Automated ICD-10-Anchored Classification of Primary Care Text Data: Development and Evaluation of a Custom Multilabel Classifier

JMIR Med Inform. 2026 Apr 6;14:e86533. doi: 10.2196/86533.

ABSTRACT

BACKGROUND: Electronic medical records are a vast and valuable source of information, useful for tasks such as estimating disease prevalence. However, in routine primary care, much of this information is in free-text format rather than in a structured form and, therefore, not readily amenable to analysis. Manual coding of this textual data is both time-consuming and resource-intensive, making it impractical for large datasets.

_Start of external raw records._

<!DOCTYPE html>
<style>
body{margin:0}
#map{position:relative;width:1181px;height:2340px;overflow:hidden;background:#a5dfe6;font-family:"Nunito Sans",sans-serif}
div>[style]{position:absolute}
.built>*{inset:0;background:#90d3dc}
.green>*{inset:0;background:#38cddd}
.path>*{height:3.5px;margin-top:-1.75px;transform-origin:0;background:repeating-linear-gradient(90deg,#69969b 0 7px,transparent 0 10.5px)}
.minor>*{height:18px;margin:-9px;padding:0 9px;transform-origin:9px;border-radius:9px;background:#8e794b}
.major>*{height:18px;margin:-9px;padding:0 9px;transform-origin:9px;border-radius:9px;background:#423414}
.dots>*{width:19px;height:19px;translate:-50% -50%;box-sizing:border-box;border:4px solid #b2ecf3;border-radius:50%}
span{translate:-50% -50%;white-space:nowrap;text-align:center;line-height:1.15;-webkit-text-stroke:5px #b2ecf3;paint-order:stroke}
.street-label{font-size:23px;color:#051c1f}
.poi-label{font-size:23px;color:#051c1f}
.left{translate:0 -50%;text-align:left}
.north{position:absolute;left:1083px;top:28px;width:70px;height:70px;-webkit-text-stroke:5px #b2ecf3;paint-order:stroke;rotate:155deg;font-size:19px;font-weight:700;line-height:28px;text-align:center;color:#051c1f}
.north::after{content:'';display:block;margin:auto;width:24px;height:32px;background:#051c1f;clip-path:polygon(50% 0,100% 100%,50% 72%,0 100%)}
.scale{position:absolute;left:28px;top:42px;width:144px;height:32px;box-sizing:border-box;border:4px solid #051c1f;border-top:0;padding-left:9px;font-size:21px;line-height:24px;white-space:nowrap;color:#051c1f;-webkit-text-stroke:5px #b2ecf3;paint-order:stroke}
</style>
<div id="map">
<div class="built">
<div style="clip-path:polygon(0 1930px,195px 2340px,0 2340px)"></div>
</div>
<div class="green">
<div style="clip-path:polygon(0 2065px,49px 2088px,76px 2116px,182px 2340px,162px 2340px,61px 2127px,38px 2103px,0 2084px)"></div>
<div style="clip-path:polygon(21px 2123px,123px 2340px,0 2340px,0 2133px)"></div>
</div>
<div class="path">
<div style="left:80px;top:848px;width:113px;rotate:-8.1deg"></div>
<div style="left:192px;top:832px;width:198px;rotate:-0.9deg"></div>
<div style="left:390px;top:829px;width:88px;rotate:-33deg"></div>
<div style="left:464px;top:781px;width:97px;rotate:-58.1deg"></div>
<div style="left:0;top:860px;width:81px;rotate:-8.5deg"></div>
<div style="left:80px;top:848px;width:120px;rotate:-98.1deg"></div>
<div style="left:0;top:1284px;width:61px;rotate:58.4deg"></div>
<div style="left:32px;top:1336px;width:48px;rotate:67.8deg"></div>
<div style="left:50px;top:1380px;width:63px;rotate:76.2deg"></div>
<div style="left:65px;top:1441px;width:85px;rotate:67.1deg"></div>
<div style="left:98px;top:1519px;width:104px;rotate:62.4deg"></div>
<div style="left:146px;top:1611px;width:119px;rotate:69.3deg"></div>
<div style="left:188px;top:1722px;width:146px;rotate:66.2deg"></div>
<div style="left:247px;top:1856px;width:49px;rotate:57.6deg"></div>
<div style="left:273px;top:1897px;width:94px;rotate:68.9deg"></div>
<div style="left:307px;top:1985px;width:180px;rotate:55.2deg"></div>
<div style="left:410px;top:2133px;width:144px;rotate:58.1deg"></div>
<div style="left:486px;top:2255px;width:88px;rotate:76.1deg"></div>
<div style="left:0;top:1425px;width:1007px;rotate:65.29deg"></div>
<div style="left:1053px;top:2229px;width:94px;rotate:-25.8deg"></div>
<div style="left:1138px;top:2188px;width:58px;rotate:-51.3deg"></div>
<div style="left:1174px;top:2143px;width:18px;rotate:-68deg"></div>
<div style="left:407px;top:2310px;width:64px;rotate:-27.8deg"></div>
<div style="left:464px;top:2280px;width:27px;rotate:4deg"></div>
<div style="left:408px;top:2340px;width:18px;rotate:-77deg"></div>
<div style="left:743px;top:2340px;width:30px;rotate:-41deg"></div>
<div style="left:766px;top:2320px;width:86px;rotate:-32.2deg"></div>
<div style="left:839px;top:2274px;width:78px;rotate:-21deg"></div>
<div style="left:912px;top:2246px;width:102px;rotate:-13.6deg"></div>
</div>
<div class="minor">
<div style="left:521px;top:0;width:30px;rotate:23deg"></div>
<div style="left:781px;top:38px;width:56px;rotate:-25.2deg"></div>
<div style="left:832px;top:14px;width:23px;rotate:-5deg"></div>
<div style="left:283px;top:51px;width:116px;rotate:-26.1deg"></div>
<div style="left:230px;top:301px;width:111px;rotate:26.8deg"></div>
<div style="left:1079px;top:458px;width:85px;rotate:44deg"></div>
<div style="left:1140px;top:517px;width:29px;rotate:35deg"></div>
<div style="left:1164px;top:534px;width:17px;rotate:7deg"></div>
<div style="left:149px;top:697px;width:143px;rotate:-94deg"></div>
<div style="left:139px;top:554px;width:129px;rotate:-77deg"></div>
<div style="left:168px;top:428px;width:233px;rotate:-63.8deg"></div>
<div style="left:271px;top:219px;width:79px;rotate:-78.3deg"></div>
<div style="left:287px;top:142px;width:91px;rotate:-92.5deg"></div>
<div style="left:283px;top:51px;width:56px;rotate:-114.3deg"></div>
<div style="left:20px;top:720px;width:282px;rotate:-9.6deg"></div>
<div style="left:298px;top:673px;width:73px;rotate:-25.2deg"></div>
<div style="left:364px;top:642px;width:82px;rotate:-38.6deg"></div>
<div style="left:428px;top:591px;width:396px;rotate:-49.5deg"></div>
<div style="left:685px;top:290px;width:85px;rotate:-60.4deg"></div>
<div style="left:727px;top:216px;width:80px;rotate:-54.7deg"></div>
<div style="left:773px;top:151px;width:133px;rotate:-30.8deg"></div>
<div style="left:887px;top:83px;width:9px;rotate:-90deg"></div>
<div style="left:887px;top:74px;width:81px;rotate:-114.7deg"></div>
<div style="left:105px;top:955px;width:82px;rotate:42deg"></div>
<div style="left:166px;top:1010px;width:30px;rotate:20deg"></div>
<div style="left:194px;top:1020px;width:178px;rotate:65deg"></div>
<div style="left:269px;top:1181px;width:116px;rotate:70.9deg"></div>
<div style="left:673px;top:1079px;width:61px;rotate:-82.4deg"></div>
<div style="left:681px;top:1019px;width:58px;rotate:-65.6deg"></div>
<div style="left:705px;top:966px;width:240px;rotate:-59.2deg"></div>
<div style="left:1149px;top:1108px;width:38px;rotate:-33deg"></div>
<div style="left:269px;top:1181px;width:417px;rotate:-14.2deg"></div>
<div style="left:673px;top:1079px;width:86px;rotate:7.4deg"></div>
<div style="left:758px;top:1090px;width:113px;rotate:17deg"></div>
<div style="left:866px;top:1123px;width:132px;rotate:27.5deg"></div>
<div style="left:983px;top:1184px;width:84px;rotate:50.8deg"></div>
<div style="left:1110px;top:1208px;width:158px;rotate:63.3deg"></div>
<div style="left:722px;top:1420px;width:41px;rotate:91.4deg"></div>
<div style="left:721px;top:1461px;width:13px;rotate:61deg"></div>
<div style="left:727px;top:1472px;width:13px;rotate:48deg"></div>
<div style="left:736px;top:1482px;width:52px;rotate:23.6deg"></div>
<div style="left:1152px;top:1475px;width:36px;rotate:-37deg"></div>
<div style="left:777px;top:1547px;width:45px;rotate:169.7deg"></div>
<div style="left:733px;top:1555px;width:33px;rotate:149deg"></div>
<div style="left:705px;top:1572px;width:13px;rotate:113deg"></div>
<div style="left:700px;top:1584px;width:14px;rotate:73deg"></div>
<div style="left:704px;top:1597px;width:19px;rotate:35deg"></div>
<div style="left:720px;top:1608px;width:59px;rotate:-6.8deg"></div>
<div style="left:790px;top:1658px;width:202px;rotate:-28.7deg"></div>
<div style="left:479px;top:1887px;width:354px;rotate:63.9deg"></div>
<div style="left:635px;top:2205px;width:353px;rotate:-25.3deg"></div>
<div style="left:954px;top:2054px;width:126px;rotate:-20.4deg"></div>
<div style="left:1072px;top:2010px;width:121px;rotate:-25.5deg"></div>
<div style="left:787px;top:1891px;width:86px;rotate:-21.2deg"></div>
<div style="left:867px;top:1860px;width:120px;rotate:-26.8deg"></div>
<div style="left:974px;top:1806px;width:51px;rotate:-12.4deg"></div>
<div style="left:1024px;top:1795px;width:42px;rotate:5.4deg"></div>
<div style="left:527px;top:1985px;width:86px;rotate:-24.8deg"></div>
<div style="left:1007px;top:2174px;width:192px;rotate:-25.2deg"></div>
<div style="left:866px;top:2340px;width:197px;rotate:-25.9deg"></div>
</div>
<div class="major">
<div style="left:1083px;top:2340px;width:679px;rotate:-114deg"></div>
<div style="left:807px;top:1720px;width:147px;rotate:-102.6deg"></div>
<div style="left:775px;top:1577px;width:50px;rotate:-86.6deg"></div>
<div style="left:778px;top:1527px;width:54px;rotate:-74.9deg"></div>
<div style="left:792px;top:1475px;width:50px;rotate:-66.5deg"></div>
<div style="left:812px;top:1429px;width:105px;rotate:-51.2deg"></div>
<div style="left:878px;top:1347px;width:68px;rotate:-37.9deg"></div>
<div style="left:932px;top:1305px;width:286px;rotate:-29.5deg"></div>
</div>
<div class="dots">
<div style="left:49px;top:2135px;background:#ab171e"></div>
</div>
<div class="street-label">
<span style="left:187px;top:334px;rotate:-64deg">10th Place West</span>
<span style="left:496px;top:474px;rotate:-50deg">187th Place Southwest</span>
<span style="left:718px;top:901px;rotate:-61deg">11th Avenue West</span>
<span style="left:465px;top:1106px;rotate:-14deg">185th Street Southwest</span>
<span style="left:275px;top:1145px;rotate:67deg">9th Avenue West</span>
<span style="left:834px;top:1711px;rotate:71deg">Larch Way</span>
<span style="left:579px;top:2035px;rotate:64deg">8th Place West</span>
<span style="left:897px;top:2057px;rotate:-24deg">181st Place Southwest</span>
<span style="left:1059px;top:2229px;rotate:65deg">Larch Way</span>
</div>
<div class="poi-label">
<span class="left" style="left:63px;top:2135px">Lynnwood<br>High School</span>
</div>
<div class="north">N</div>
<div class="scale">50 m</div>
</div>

Although powerful open-source language models offer new opportunities for automated coding, their use on short heterogeneous primary care notes, particularly in German-language settings, remains insufficiently studied.

OBJECTIVE: By providing hands-on guidance for applied health researchers, this study aims to demonstrate the effective and accurate automatic classification of free-text notes using a language model fine-tuned for automated International Statistical Classification of Diseases, Tenth Revision (ICD-10) coding.

METHODS: Building on the extensive Family Medicine Research Using Electronic Medical Records (FIRE) routine database from the Institute of Primary Care at the University Hospital Zurich and the University of Zurich, we trained a large language model-based multilabel classifier on a dataset of 38,728 free-text notes, which had been manually categorized into 47 classes using specific ICD-10 codes and code ranges or nondiagnostic/ad hoc labels (eg, “unclear diagnosis,” “status post”). We stratified the labeled data into training (70%), validation (15%), and posttraining test (15%) sets, ensuring similar label distributions across these sets. Using the Transformers Python library, we trained the model over 10 epochs and evaluated it on the posttraining test dataset.

RESULTS: Across 48 classes, the FIRE classifier achieved strong performance on the held-out posttraining set, with F1-scores of 0.85 (micro, overall across all predictions), 0.86 (macro, mean of per-class scores treating classes equally), and 0.84 (weighted, per-class scores weighted by class frequency).

CONCLUSIONS: This study demonstrates steps for training open-source large language models and highlights the potential to streamline and scale the extraction of diagnostic information for practical applications. Our model can be robustly deployed, for example, for prescreening and labeling of free-text information, thus potentially reducing the burden of repetitive and error-prone manual handling.